Collected data entries
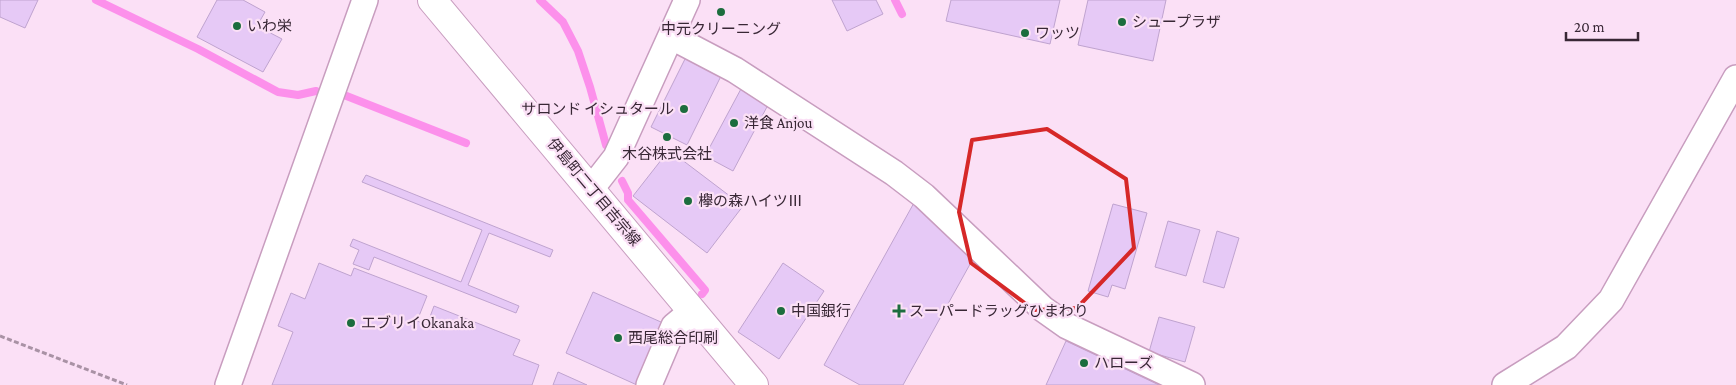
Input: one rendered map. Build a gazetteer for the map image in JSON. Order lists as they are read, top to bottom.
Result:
{
  "streets": {
    "street": ["伊島町二丁目吉宗線"]
  },
  "places": {
    "other": [
      "中元クリーニング",
      "シュープラザ",
      "いわ栄",
      "ワッツ",
      "サロンド イシュタール",
      "洋食 Anjou",
      "木谷株式会社",
      "欅の森ハイツⅢ",
      "中国銀行",
      "エブリイOkanaka",
      "西尾総合印刷",
      "ハローズ"
    ],
    "health": ["スーパードラッグひまわり"]
  },
  "scale_bar": "20 m"
}
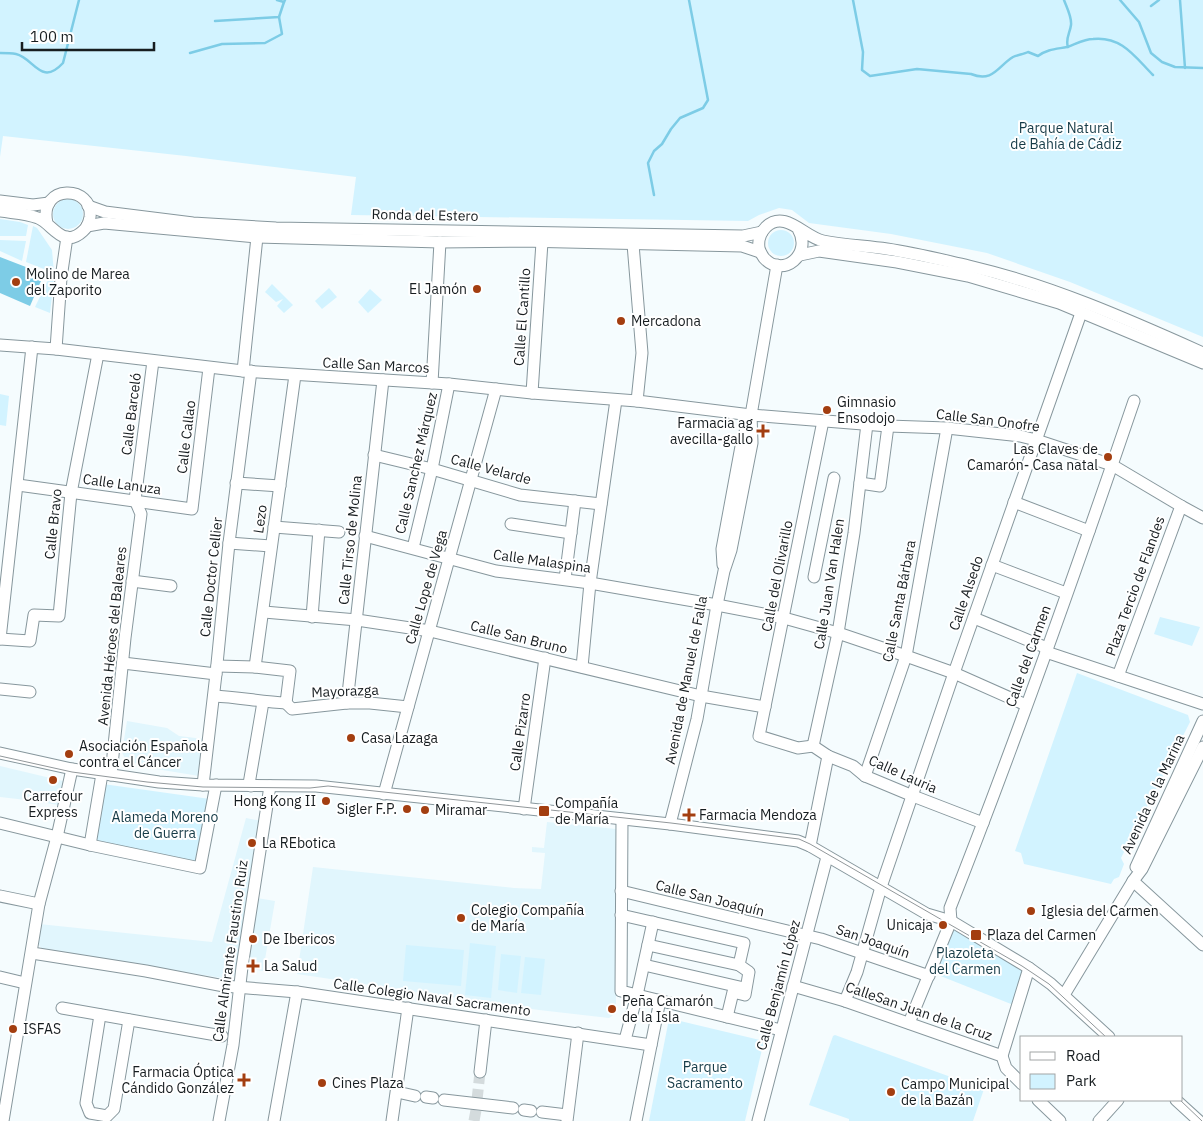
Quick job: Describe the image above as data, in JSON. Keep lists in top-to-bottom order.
{
  "streets": {
    "street": [
      "Ronda del Estero",
      "Calle El Cantillo",
      "Calle San Marcos",
      "Calle Barceló",
      "Calle San Onofre",
      "Calle Callao",
      "Calle Sanchez Márquez",
      "Calle Velarde",
      "Calle Lanuza",
      "Lezo",
      "Calle Bravo",
      "Calle Tirso de Molina",
      "Calle Malaspina",
      "Calle del Olivarillo",
      "Calle Doctor Cellier",
      "Calle Juan Van Halen",
      "Plaza Tercio de Flandes",
      "Calle Lope de Vega",
      "Calle Alsedo",
      "Calle Santa Bárbara",
      "Avenida Héroes del Baleares",
      "Calle San Bruno",
      "Calle del Carmen",
      "Avenida de Manuel de Falla",
      "Mayorazga",
      "Calle Pizarro",
      "Calle Lauria",
      "Avenida de la Marina",
      "Calle San Joaquín",
      "San Joaquín",
      "Calle Almirante Faustino Ruiz",
      "Calle Benjamín López",
      "Calle Colegio Naval Sacramento",
      "CalleSan Juan de la Cruz"
    ]
  },
  "crossings": [
    ["Ronda del Estero", "Calle El Cantillo"],
    ["Ronda del Estero", "Calle Doctor Cellier"],
    ["Ronda del Estero", "Avenida de Manuel de Falla"],
    ["Calle El Cantillo", "Calle San Marcos"],
    ["Calle San Marcos", "Calle Barceló"],
    ["Calle San Marcos", "Calle San Onofre"],
    ["Calle San Marcos", "Calle Callao"],
    ["Calle San Marcos", "Calle Sanchez Márquez"],
    ["Calle San Marcos", "Lezo"],
    ["Calle San Marcos", "Calle Bravo"],
    ["Calle San Marcos", "Calle Tirso de Molina"],
    ["Calle San Marcos", "Calle Doctor Cellier"],
    ["Calle San Marcos", "Calle Lope de Vega"],
    ["Calle San Marcos", "Avenida de Manuel de Falla"],
    ["Calle Barceló", "Calle Lanuza"],
    ["Calle Barceló", "Avenida Héroes del Baleares"],
    ["Calle San Onofre", "Calle del Olivarillo"],
    ["Calle San Onofre", "Calle Juan Van Halen"],
    ["Calle San Onofre", "Plaza Tercio de Flandes"],
    ["Calle San Onofre", "Calle Alsedo"],
    ["Calle San Onofre", "Calle Santa Bárbara"],
    ["Calle San Onofre", "Calle del Carmen"],
    ["Calle San Onofre", "Avenida de Manuel de Falla"],
    ["Calle Callao", "Calle Lanuza"],
    ["Calle Sanchez Márquez", "Calle Velarde"],
    ["Calle Sanchez Márquez", "Calle Malaspina"],
    ["Calle Velarde", "Calle Tirso de Molina"],
    ["Calle Velarde", "Calle Lope de Vega"],
    ["Calle Lanuza", "Calle Bravo"],
    ["Calle Lanuza", "Avenida Héroes del Baleares"],
    ["Lezo", "Calle San Bruno"],
    ["Calle Tirso de Molina", "Calle Malaspina"],
    ["Calle Tirso de Molina", "Calle San Bruno"],
    ["Calle Tirso de Molina", "Mayorazga"],
    ["Calle Malaspina", "Calle del Olivarillo"],
    ["Calle Malaspina", "Calle Juan Van Halen"],
    ["Calle Malaspina", "Calle Lope de Vega"],
    ["Calle Malaspina", "Calle Alsedo"],
    ["Calle Malaspina", "Calle Santa Bárbara"],
    ["Calle Malaspina", "Calle del Carmen"],
    ["Calle Malaspina", "Avenida de Manuel de Falla"],
    ["Calle del Olivarillo", "Calle Juan Van Halen"],
    ["Calle del Olivarillo", "Calle San Bruno"],
    ["Calle del Olivarillo", "Calle Lauria"],
    ["Calle Doctor Cellier", "Mayorazga"],
    ["Calle Juan Van Halen", "Calle Lauria"],
    ["Calle Lope de Vega", "Calle San Bruno"],
    ["Calle Lope de Vega", "Mayorazga"],
    ["Calle Alsedo", "Calle Lauria"],
    ["Calle Alsedo", "San Joaquín"],
    ["Calle Alsedo", "CalleSan Juan de la Cruz"],
    ["Calle Santa Bárbara", "Calle Lauria"],
    ["Calle San Bruno", "Avenida de Manuel de Falla"],
    ["Calle San Bruno", "Calle Pizarro"],
    ["Calle del Carmen", "Calle Lauria"],
    ["Calle del Carmen", "San Joaquín"],
    ["Calle del Carmen", "CalleSan Juan de la Cruz"],
    ["Calle San Joaquín", "San Joaquín"],
    ["Calle San Joaquín", "Calle Benjamín López"],
    ["San Joaquín", "Calle Benjamín López"],
    ["Calle Almirante Faustino Ruiz", "Calle Colegio Naval Sacramento"],
    ["Calle Benjamín López", "CalleSan Juan de la Cruz"]
  ],
  "parks": [
    "Parque Natural de Bahía de Cádiz",
    "Alameda Moreno de Guerra",
    "Plazoleta del Carmen",
    "Parque Sacramento"
  ],
  "places": {
    "other": [
      "Molino de Marea del Zaporito",
      "El Jamón",
      "Mercadona",
      "Gimnasio Ensodojo",
      "Las Claves de Camarón- Casa natal",
      "Casa Lazaga",
      "Asociación Española contra el Cáncer",
      "Carrefour Express",
      "Hong Kong II",
      "Sigler F.P.",
      "Miramar",
      "La REbotica",
      "Iglesia del Carmen",
      "Colegio Compañía de María",
      "Unicaja",
      "De Ibericos",
      "Peña Camarón de la Isla",
      "ISFAS",
      "Cines Plaza",
      "Campo Municipal de la Bazán"
    ],
    "health": [
      "Farmacia ag avecilla-gallo",
      "Farmacia Mendoza",
      "La Salud",
      "Farmacia Óptica Cándido González"
    ],
    "transit": ["Compañía de María", "Plaza del Carmen"]
  },
  "legend": ["Road", "Park"],
  "scale_bar": "100 m"
}
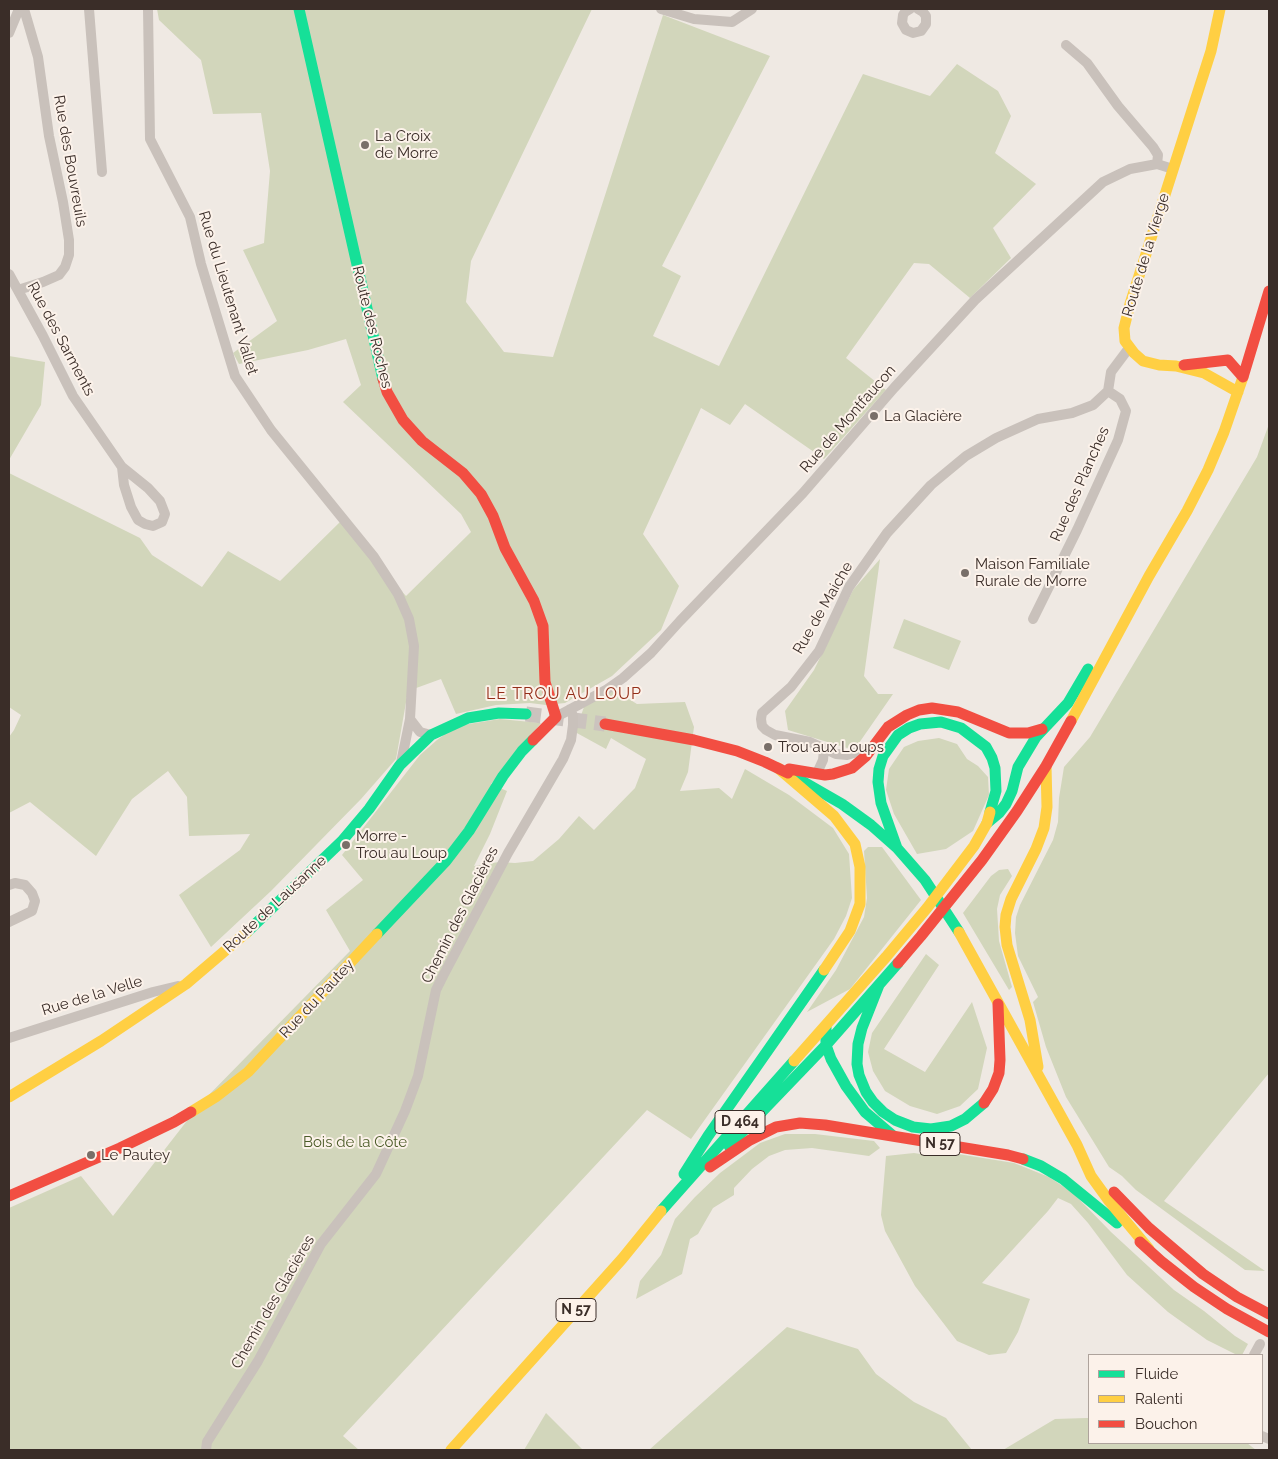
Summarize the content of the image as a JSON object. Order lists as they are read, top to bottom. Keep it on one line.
{"streets":{"main road":["Route de la Vierge","Route des Roches","Route de Lausanne","Rue du Pautey","D 464","N 57"],"street":["Rue des Bouvreuils","Rue du Lieutenant Vallet","Rue des Sarments","Rue de Montfaucon","Rue des Planches","Rue de Maiche","Chemin des Glacières","Rue de la Velle"]},"crossings":[["Rue des Bouvreuils","Rue des Sarments"],["Route de la Vierge","Rue de Montfaucon"],["Rue du Lieutenant Vallet","Route de Lausanne"],["Route des Roches","Rue de Montfaucon"],["Route des Roches","Rue du Pautey"],["Rue de Montfaucon","Chemin des Glacières"],["Rue de Montfaucon","Rue du Pautey"],["Rue des Planches","Rue de Maiche"],["Route de Lausanne","Rue de la Velle"],["D 464","N 57"]],"districts":["LE TROU AU LOUP"],"parks":["Bois de la Côte"],"places":["La Croix de Morre","La Glacière","Maison Familiale Rurale de Morre","Trou aux Loups","Morre - Trou au Loup","Le Pautey"],"legend":["Fluide","Ralenti","Bouchon"]}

> Work required
All of the entries above should be duplicated exactly, except for the pictures.

> Response area
Input: one rendered map. Build a gazetteer for the map image in JSON. Order lists as they are read, top to bottom.
Result:
{
  "streets": {
    "street": ["伊島町二丁目吉宗線"]
  },
  "places": {
    "other": [
      "中元クリーニング",
      "シュープラザ",
      "いわ栄",
      "ワッツ",
      "サロンド イシュタール",
      "洋食 Anjou",
      "木谷株式会社",
      "欅の森ハイツⅢ",
      "中国銀行",
      "エブリイOkanaka",
      "西尾総合印刷",
      "ハローズ"
    ],
    "health": ["スーパードラッグひまわり"]
  },
  "scale_bar": "20 m"
}
Quick job: Describe the image above as data, in JSON. Keep lists in top-to-bottom order.
{
  "streets": {
    "street": [
      "Ronda del Estero",
      "Calle El Cantillo",
      "Calle San Marcos",
      "Calle Barceló",
      "Calle San Onofre",
      "Calle Callao",
      "Calle Sanchez Márquez",
      "Calle Velarde",
      "Calle Lanuza",
      "Lezo",
      "Calle Bravo",
      "Calle Tirso de Molina",
      "Calle Malaspina",
      "Calle del Olivarillo",
      "Calle Doctor Cellier",
      "Calle Juan Van Halen",
      "Plaza Tercio de Flandes",
      "Calle Lope de Vega",
      "Calle Alsedo",
      "Calle Santa Bárbara",
      "Avenida Héroes del Baleares",
      "Calle San Bruno",
      "Calle del Carmen",
      "Avenida de Manuel de Falla",
      "Mayorazga",
      "Calle Pizarro",
      "Calle Lauria",
      "Avenida de la Marina",
      "Calle San Joaquín",
      "San Joaquín",
      "Calle Almirante Faustino Ruiz",
      "Calle Benjamín López",
      "Calle Colegio Naval Sacramento",
      "CalleSan Juan de la Cruz"
    ]
  },
  "crossings": [
    ["Ronda del Estero", "Calle El Cantillo"],
    ["Ronda del Estero", "Calle Doctor Cellier"],
    ["Ronda del Estero", "Avenida de Manuel de Falla"],
    ["Calle El Cantillo", "Calle San Marcos"],
    ["Calle San Marcos", "Calle Barceló"],
    ["Calle San Marcos", "Calle San Onofre"],
    ["Calle San Marcos", "Calle Callao"],
    ["Calle San Marcos", "Calle Sanchez Márquez"],
    ["Calle San Marcos", "Lezo"],
    ["Calle San Marcos", "Calle Bravo"],
    ["Calle San Marcos", "Calle Tirso de Molina"],
    ["Calle San Marcos", "Calle Doctor Cellier"],
    ["Calle San Marcos", "Calle Lope de Vega"],
    ["Calle San Marcos", "Avenida de Manuel de Falla"],
    ["Calle Barceló", "Calle Lanuza"],
    ["Calle Barceló", "Avenida Héroes del Baleares"],
    ["Calle San Onofre", "Calle del Olivarillo"],
    ["Calle San Onofre", "Calle Juan Van Halen"],
    ["Calle San Onofre", "Plaza Tercio de Flandes"],
    ["Calle San Onofre", "Calle Alsedo"],
    ["Calle San Onofre", "Calle Santa Bárbara"],
    ["Calle San Onofre", "Calle del Carmen"],
    ["Calle San Onofre", "Avenida de Manuel de Falla"],
    ["Calle Callao", "Calle Lanuza"],
    ["Calle Sanchez Márquez", "Calle Velarde"],
    ["Calle Sanchez Márquez", "Calle Malaspina"],
    ["Calle Velarde", "Calle Tirso de Molina"],
    ["Calle Velarde", "Calle Lope de Vega"],
    ["Calle Lanuza", "Calle Bravo"],
    ["Calle Lanuza", "Avenida Héroes del Baleares"],
    ["Lezo", "Calle San Bruno"],
    ["Calle Tirso de Molina", "Calle Malaspina"],
    ["Calle Tirso de Molina", "Calle San Bruno"],
    ["Calle Tirso de Molina", "Mayorazga"],
    ["Calle Malaspina", "Calle del Olivarillo"],
    ["Calle Malaspina", "Calle Juan Van Halen"],
    ["Calle Malaspina", "Calle Lope de Vega"],
    ["Calle Malaspina", "Calle Alsedo"],
    ["Calle Malaspina", "Calle Santa Bárbara"],
    ["Calle Malaspina", "Calle del Carmen"],
    ["Calle Malaspina", "Avenida de Manuel de Falla"],
    ["Calle del Olivarillo", "Calle Juan Van Halen"],
    ["Calle del Olivarillo", "Calle San Bruno"],
    ["Calle del Olivarillo", "Calle Lauria"],
    ["Calle Doctor Cellier", "Mayorazga"],
    ["Calle Juan Van Halen", "Calle Lauria"],
    ["Calle Lope de Vega", "Calle San Bruno"],
    ["Calle Lope de Vega", "Mayorazga"],
    ["Calle Alsedo", "Calle Lauria"],
    ["Calle Alsedo", "San Joaquín"],
    ["Calle Alsedo", "CalleSan Juan de la Cruz"],
    ["Calle Santa Bárbara", "Calle Lauria"],
    ["Calle San Bruno", "Avenida de Manuel de Falla"],
    ["Calle San Bruno", "Calle Pizarro"],
    ["Calle del Carmen", "Calle Lauria"],
    ["Calle del Carmen", "San Joaquín"],
    ["Calle del Carmen", "CalleSan Juan de la Cruz"],
    ["Calle San Joaquín", "San Joaquín"],
    ["Calle San Joaquín", "Calle Benjamín López"],
    ["San Joaquín", "Calle Benjamín López"],
    ["Calle Almirante Faustino Ruiz", "Calle Colegio Naval Sacramento"],
    ["Calle Benjamín López", "CalleSan Juan de la Cruz"]
  ],
  "parks": [
    "Parque Natural de Bahía de Cádiz",
    "Alameda Moreno de Guerra",
    "Plazoleta del Carmen",
    "Parque Sacramento"
  ],
  "places": {
    "other": [
      "Molino de Marea del Zaporito",
      "El Jamón",
      "Mercadona",
      "Gimnasio Ensodojo",
      "Las Claves de Camarón- Casa natal",
      "Casa Lazaga",
      "Asociación Española contra el Cáncer",
      "Carrefour Express",
      "Hong Kong II",
      "Sigler F.P.",
      "Miramar",
      "La REbotica",
      "Iglesia del Carmen",
      "Colegio Compañía de María",
      "Unicaja",
      "De Ibericos",
      "Peña Camarón de la Isla",
      "ISFAS",
      "Cines Plaza",
      "Campo Municipal de la Bazán"
    ],
    "health": [
      "Farmacia ag avecilla-gallo",
      "Farmacia Mendoza",
      "La Salud",
      "Farmacia Óptica Cándido González"
    ],
    "transit": ["Compañía de María", "Plaza del Carmen"]
  },
  "legend": ["Road", "Park"],
  "scale_bar": "100 m"
}
Summarize the content of the image as a JSON object. Order lists as they are read, top to bottom. Keep it on one line.
{"streets":{"main road":["Route de la Vierge","Route des Roches","Route de Lausanne","Rue du Pautey","D 464","N 57"],"street":["Rue des Bouvreuils","Rue du Lieutenant Vallet","Rue des Sarments","Rue de Montfaucon","Rue des Planches","Rue de Maiche","Chemin des Glacières","Rue de la Velle"]},"crossings":[["Rue des Bouvreuils","Rue des Sarments"],["Route de la Vierge","Rue de Montfaucon"],["Rue du Lieutenant Vallet","Route de Lausanne"],["Route des Roches","Rue de Montfaucon"],["Route des Roches","Rue du Pautey"],["Rue de Montfaucon","Chemin des Glacières"],["Rue de Montfaucon","Rue du Pautey"],["Rue des Planches","Rue de Maiche"],["Route de Lausanne","Rue de la Velle"],["D 464","N 57"]],"districts":["LE TROU AU LOUP"],"parks":["Bois de la Côte"],"places":["La Croix de Morre","La Glacière","Maison Familiale Rurale de Morre","Trou aux Loups","Morre - Trou au Loup","Le Pautey"],"legend":["Fluide","Ralenti","Bouchon"]}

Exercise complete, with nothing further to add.